8.4.2 EXPIRATION OF AGREEMENT. Upon expiration of this Agreement;
a) all SLM's rights to market and use the CW technology as set forth
in this Agreement shall cease;
b) except for existing CW inventory which contains SLM Products, all
CW's rights to use the SLM Products as set forth in this Agreement
shall cease:
c) SLM shall return to CW any CW technology that was provided by CW to
SLM in support of this Agreement;
d) SLM shall certify in writing that all archival or backup copies of
any CW technology has been deleted and destroyed;
e) SLM will continue to provide to CW quarterly reports pursuant and
to pay to CW any Royalties due in accordance with this Agreement
for a period of one (1) year following termination;
f) SLM may not add or develop any new QBORGS
g) CW may not add or develop any new CW products which include the SLM
Products.
Should SLM fail to pay any Royalties due, title to and ownership of all QBORGS
developed by SLM Clients shall revert to CW immediately.

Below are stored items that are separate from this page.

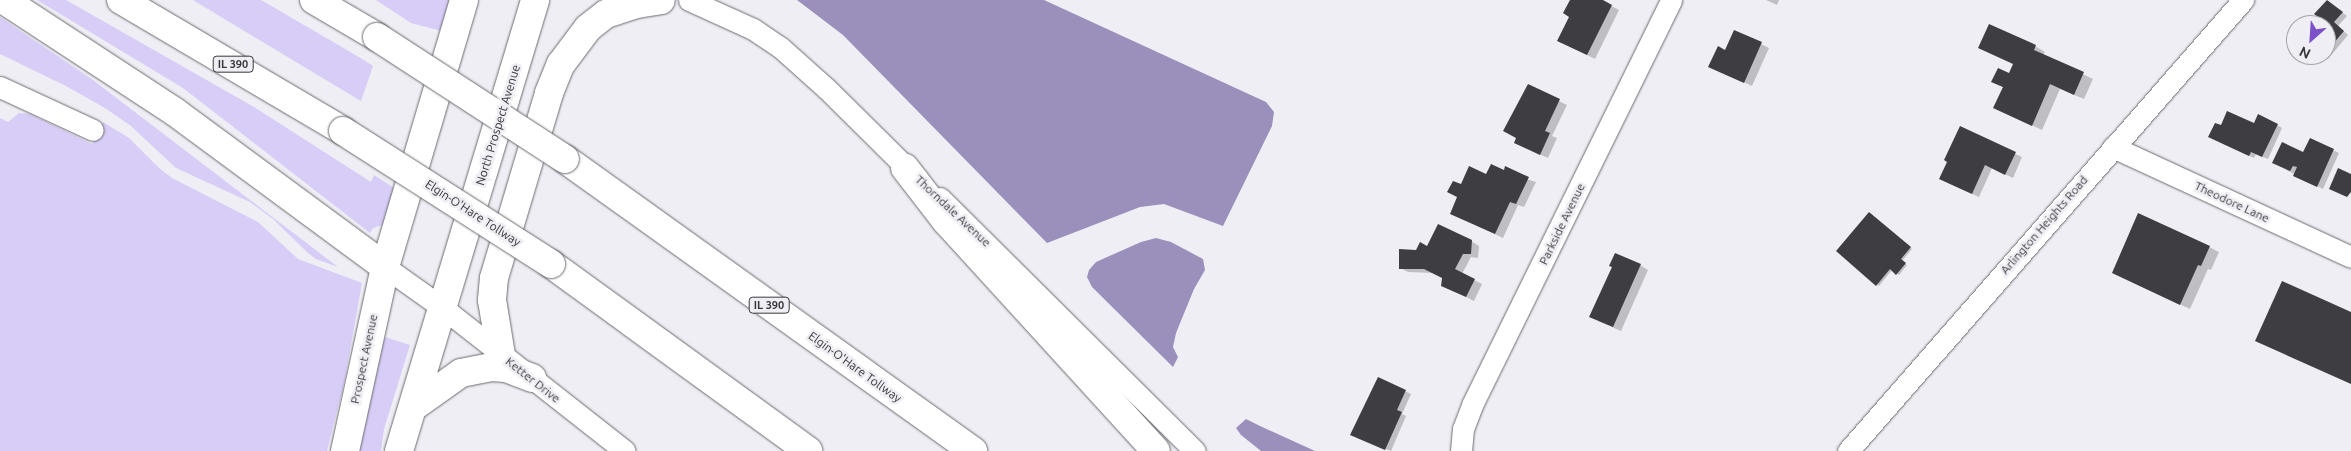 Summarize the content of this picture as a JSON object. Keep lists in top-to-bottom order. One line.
{"streets":{"main road":["IL 390","North Prospect Avenue","Elgin-O'Hare Tollway","Prospect Avenue"],"street":["Theodore Lane","Thorndale Avenue","Parkside Avenue","Arlington Heights Road","Ketter Drive"]},"crossings":[["North Prospect Avenue","Ketter Drive"],["Theodore Lane","Arlington Heights Road"],["Prospect Avenue","Ketter Drive"]],"north":"bottom left"} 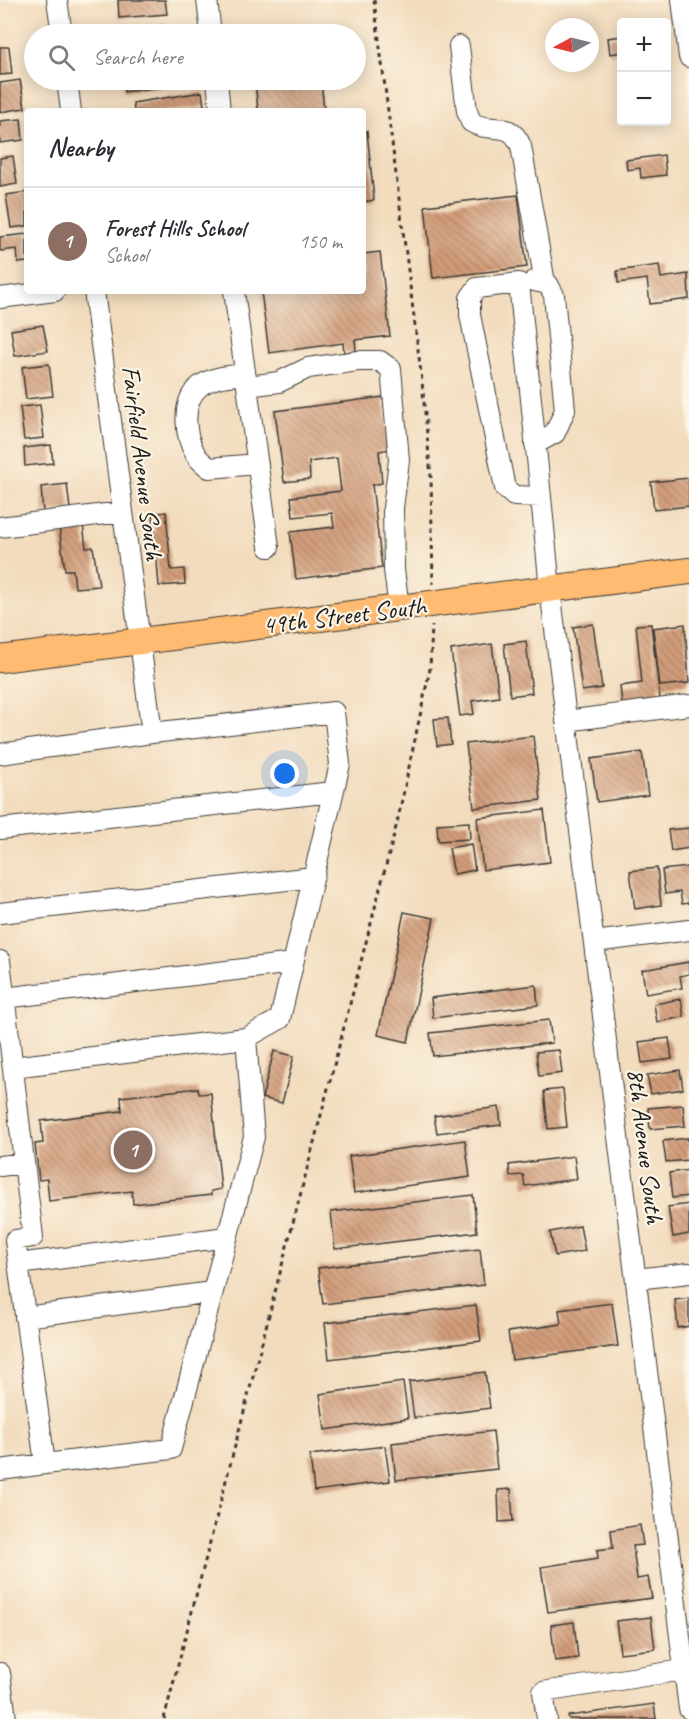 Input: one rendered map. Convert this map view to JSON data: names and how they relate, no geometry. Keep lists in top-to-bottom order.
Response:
{
  "streets": {
    "main road": ["49th Street South"],
    "street": ["Fairfield Avenue South", "8th Avenue South"]
  },
  "crossings": [
    ["Fairfield Avenue South", "49th Street South"],
    ["49th Street South", "8th Avenue South"]
  ],
  "north": "left",
  "page": {
    "map_buttons": ["+", "−"],
    "search": "Search here",
    "heading": "Nearby",
    "list": [
      {
        "mark": "1",
        "name": "Forest Hills School",
        "note": "School",
        "value": "150 m"
      }
    ],
    "pins": "1"
  }
}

The termination of this Agreement, or any license thereof shall not limit CW
from pursuing any other remedies available to it, including injunctive relief,
nor shall such termination relieve SLM's obligation to pay all Royalties that
have accrued or that SLM has agreed to pay under Schedule A or any or other
similar document under this Agreement.
8.5. SURVIVAL OF TERMS. The parties' rights and obligations under Sections 1,
Sections 6, 7, 8,. 9, 10 and subsection 2.9 and 2.11 shall survive termination
of this Agreement. In addition, the provisions of this Agreement that under a
commercially reasonable interpretation reveals that the parties likely would
have such provisions survive termination or expiration of this Agreement shall
survive to the extent necessary to fulfil the purpose of such provision.
10
9. INDEMNITY, WARRANTIES, REMEDIES, LIMITATION OF LIABILITY
9.1 CW INFRINGEMENT INDEMNITY. CW will defend and indemnify SLM with respect to
amounts required to be paid to a third party from a claim that the CW technology
furnished and used within the scope of this Agreement infringe such third
party's United States or Canadian copyright or patent, provided that: (a) SLM
notifies CW in writing within seven (7) days of the claim; (b) CW has sole
control of the defense and all related settlement negotiations; and (c) SLM
provides CW with the assistance, information and authority necessary to perform
CW's obligations under this paragraph. Reasonable out-of-pocket expenses
incurred by SLM in providing such assistance will be reimbursed by CW.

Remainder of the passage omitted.